**PROBLEM STATEMENT:** From the opening line of the records through the line bearing "background:#f2f2f2; color:#222; height:100vh;", set down every line exactly.

**INFORMATION PROVIDED:**
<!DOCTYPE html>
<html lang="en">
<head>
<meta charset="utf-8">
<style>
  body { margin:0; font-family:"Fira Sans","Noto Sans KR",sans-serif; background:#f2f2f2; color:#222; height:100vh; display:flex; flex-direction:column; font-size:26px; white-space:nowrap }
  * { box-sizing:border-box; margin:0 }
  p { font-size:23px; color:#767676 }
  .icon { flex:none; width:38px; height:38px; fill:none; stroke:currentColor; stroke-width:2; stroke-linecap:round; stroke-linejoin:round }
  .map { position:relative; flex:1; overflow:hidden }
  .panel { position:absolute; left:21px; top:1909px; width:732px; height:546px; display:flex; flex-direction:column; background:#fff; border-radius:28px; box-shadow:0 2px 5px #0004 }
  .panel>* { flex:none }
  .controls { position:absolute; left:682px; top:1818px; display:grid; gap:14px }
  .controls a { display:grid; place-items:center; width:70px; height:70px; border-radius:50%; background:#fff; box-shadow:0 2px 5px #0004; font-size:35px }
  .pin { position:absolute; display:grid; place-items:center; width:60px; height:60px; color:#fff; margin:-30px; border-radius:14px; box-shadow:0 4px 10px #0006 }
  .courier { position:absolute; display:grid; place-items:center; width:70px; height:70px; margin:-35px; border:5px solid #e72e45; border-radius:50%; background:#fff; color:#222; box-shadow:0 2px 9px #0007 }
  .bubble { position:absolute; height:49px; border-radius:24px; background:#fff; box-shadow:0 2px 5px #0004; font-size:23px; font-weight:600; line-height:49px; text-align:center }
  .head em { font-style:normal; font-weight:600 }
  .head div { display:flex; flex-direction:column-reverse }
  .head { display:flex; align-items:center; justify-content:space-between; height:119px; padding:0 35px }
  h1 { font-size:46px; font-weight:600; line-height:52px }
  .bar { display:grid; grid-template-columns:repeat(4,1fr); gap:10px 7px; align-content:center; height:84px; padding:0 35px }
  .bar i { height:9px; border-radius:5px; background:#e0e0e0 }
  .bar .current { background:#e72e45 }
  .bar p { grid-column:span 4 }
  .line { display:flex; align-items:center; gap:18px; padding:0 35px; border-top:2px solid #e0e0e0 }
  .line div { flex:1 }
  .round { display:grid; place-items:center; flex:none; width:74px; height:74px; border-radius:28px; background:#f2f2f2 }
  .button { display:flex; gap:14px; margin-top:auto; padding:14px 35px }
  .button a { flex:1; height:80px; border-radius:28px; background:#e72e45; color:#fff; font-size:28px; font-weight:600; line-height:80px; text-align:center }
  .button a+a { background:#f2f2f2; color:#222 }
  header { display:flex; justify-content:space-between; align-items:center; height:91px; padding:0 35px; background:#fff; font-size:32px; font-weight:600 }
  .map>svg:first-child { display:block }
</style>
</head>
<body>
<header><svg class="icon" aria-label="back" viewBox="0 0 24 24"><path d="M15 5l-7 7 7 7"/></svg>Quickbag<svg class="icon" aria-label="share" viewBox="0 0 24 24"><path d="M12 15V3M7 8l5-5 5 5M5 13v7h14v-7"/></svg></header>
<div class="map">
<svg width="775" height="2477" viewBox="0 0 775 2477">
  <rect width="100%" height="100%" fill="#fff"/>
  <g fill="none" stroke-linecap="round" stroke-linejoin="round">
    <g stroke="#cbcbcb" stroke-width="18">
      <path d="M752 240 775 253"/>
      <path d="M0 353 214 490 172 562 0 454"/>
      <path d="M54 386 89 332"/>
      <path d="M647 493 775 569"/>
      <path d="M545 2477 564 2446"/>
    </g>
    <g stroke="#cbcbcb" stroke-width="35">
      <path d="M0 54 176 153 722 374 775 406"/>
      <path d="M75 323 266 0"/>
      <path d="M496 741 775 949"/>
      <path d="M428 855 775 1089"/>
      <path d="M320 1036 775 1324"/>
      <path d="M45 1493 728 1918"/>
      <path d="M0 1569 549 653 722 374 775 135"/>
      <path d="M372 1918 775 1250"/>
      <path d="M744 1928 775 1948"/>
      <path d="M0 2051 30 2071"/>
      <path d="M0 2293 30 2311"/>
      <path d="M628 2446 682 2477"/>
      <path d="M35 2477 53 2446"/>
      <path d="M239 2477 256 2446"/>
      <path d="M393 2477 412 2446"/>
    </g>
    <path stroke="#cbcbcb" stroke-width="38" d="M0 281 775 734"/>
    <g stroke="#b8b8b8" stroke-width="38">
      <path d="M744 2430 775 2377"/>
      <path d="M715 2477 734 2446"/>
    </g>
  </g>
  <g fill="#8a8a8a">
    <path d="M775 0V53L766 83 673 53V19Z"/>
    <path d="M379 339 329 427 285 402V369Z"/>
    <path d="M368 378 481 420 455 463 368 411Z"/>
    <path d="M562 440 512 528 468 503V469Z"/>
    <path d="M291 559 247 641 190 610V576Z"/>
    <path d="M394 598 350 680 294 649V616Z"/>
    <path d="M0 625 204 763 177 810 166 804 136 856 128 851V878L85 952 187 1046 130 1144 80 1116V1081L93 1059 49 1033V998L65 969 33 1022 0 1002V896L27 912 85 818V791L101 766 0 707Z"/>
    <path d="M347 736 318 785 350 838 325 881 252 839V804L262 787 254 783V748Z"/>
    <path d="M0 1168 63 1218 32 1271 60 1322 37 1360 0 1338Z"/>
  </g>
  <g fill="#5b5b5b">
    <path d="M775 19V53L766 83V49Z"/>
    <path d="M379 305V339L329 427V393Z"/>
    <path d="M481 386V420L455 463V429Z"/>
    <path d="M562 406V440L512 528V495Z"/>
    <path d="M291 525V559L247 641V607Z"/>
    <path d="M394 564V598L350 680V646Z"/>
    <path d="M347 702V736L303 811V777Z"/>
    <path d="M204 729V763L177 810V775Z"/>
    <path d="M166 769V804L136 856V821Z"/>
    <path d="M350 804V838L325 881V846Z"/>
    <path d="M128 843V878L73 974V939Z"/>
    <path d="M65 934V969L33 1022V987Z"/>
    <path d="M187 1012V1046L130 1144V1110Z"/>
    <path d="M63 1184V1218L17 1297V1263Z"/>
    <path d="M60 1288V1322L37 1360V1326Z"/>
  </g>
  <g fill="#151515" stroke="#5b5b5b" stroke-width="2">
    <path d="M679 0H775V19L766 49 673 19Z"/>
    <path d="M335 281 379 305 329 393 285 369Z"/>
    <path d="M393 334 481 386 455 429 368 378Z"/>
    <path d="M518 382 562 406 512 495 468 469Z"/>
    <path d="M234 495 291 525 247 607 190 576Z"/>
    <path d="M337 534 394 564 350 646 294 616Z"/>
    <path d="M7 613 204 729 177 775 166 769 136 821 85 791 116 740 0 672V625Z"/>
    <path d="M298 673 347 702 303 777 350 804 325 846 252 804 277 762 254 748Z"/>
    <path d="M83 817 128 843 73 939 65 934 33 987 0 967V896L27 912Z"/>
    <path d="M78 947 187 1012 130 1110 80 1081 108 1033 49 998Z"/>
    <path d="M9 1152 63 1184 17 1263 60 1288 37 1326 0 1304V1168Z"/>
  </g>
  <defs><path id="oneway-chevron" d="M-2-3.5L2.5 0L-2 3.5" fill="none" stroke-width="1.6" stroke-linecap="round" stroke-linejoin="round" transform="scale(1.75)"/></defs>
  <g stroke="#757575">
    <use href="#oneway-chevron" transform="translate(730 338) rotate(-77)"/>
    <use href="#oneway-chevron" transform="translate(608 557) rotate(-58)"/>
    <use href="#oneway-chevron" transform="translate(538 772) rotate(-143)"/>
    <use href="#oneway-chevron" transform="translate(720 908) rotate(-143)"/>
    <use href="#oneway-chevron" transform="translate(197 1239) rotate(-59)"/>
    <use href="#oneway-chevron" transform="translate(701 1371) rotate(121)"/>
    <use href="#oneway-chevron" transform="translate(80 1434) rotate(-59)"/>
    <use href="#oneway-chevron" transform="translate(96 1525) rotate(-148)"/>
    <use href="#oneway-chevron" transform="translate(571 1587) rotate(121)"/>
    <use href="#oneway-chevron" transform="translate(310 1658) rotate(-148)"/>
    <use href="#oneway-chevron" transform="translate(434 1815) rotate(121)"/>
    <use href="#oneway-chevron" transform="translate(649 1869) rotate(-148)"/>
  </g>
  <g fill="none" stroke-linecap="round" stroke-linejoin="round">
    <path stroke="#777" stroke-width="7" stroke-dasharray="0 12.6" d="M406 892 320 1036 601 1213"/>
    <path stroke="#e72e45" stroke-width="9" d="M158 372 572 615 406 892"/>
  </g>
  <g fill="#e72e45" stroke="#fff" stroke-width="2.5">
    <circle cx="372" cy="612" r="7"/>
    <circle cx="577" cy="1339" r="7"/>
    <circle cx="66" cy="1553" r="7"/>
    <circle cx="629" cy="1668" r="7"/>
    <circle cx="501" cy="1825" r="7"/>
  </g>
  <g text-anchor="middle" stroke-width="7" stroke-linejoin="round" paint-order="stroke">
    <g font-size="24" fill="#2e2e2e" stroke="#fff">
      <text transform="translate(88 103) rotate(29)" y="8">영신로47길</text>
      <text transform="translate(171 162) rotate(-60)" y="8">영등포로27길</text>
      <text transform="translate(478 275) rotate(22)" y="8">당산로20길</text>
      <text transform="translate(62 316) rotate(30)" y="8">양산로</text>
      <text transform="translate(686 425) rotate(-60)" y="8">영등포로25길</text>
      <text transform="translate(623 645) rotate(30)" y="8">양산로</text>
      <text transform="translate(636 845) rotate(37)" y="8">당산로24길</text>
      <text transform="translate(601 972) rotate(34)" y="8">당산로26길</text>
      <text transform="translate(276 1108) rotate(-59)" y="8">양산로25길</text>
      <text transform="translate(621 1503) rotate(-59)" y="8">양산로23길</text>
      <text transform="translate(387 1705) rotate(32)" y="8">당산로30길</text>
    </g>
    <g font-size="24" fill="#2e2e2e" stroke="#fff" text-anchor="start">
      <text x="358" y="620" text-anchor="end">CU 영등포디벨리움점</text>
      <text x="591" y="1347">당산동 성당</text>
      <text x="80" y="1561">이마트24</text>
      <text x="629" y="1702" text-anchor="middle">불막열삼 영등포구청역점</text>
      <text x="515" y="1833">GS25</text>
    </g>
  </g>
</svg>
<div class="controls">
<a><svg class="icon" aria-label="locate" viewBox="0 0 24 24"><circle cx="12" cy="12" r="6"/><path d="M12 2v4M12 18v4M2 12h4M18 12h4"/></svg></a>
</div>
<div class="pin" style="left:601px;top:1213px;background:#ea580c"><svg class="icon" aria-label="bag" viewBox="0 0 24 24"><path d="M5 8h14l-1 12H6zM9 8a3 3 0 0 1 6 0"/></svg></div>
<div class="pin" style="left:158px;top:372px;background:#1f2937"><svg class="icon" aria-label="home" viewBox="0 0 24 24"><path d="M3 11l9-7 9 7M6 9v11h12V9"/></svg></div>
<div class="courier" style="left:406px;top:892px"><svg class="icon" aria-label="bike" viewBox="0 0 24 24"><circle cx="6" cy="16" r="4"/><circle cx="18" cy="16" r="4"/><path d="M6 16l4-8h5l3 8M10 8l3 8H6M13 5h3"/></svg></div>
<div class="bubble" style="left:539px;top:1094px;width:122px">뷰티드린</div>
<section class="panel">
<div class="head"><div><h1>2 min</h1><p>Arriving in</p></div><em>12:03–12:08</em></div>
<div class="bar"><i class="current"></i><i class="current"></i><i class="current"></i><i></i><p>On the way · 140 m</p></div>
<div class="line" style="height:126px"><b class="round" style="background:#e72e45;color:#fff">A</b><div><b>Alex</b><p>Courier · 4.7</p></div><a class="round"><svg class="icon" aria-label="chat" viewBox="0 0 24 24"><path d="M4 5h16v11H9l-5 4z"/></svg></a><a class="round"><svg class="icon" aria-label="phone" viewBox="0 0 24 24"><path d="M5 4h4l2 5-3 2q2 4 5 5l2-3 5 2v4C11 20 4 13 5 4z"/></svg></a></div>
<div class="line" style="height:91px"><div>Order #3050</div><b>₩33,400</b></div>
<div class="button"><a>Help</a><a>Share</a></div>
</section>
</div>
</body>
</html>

**RESULT BELOW:**
<!DOCTYPE html>
<html lang="en">
<head>
<meta charset="utf-8">
<style>
  body { margin:0; font-family:"Fira Sans","Noto Sans KR",sans-serif; background:#f2f2f2; color:#222; height:100vh; display:flex; flex-direction:column; font-size:26px; white-space:nowrap }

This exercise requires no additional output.